TASK PROMPT: Your answer must consist of the records below, reproduced exactly, with every picture removed.

AVAILABLE DATA:
^^^^^^^^^^^^^^^^
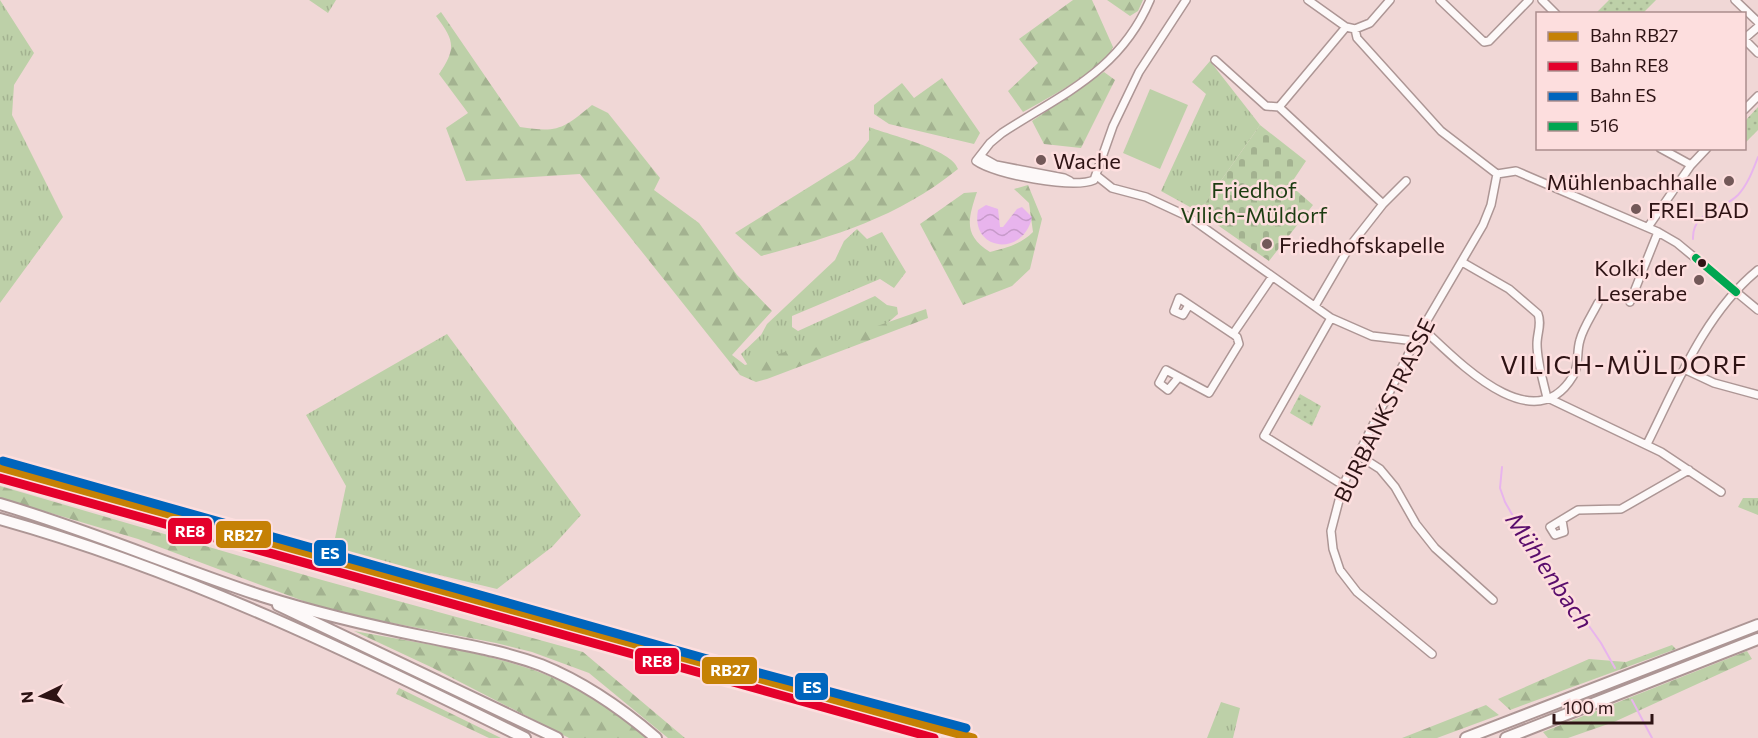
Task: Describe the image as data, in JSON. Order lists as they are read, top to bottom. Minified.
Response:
{"streets":{"street":["BURBANKSTRASSE"]},"districts":["VILICH-MÜLDORF"],"water":["Mühlenbach"],"parks":["Friedhof Vilich-Müldorf"],"places":["Wache","Mühlenbachhalle","FREI_BAD","Friedhofskapelle","Kolki, der Leserabe"],"lines":["transit line 516","rail line ES","rail line RB27","rail line RE8"],"legend":["Bahn RB27","Bahn RE8","Bahn ES","516"],"scale_bar":"100 m","north":"left"}
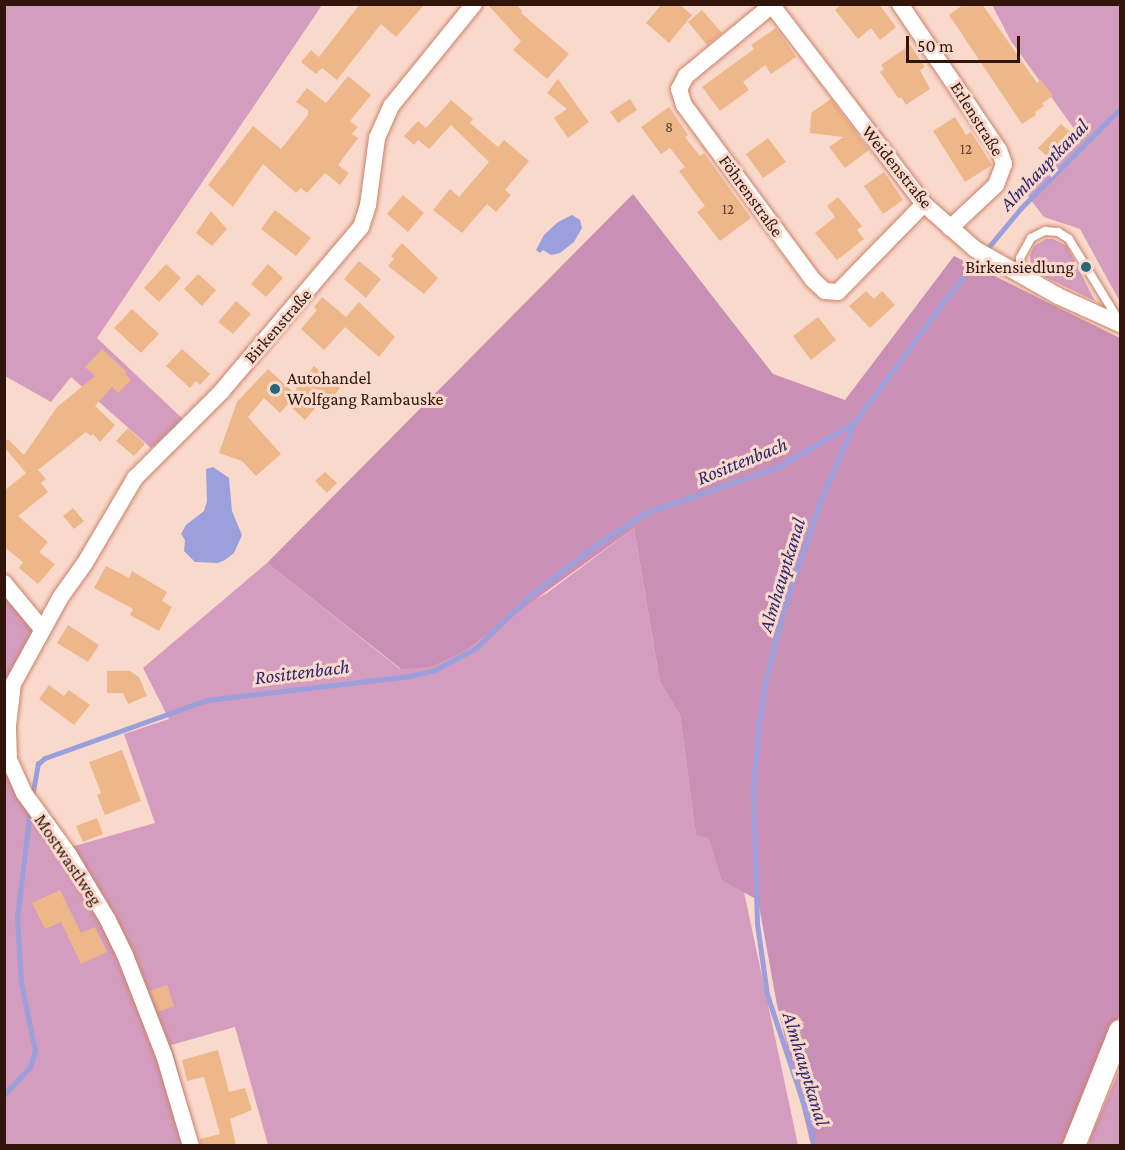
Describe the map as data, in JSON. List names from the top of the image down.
{
  "streets": {
    "street": [
      "Erlenstraße",
      "Weidenstraße",
      "Föhrenstraße",
      "Birkenstraße",
      "Mostwastlweg"
    ]
  },
  "crossings": [
    ["Erlenstraße", "Weidenstraße"],
    ["Weidenstraße", "Föhrenstraße"],
    ["Birkenstraße", "Mostwastlweg"]
  ],
  "water": ["Almhauptkanal", "Rosittenbach"],
  "places": ["Birkensiedlung", "Autohandel Wolfgang Rambauske"],
  "house_numbers": ["8", "12", "12"],
  "scale_bar": "50 m"
}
^^^^^^^^^^^^^^^^
ANSWER TO THIS TASK:
Task: Describe the image as data, in JSON. Order lists as they are read, top to bottom. Minified.
Response:
{"streets":{"street":["BURBANKSTRASSE"]},"districts":["VILICH-MÜLDORF"],"water":["Mühlenbach"],"parks":["Friedhof Vilich-Müldorf"],"places":["Wache","Mühlenbachhalle","FREI_BAD","Friedhofskapelle","Kolki, der Leserabe"],"lines":["transit line 516","rail line ES","rail line RB27","rail line RE8"],"legend":["Bahn RB27","Bahn RE8","Bahn ES","516"],"scale_bar":"100 m","north":"left"}
Describe the map as data, in JSON. List names from the top of the image down.
{
  "streets": {
    "street": [
      "Erlenstraße",
      "Weidenstraße",
      "Föhrenstraße",
      "Birkenstraße",
      "Mostwastlweg"
    ]
  },
  "crossings": [
    ["Erlenstraße", "Weidenstraße"],
    ["Weidenstraße", "Föhrenstraße"],
    ["Birkenstraße", "Mostwastlweg"]
  ],
  "water": ["Almhauptkanal", "Rosittenbach"],
  "places": ["Birkensiedlung", "Autohandel Wolfgang Rambauske"],
  "house_numbers": ["8", "12", "12"],
  "scale_bar": "50 m"
}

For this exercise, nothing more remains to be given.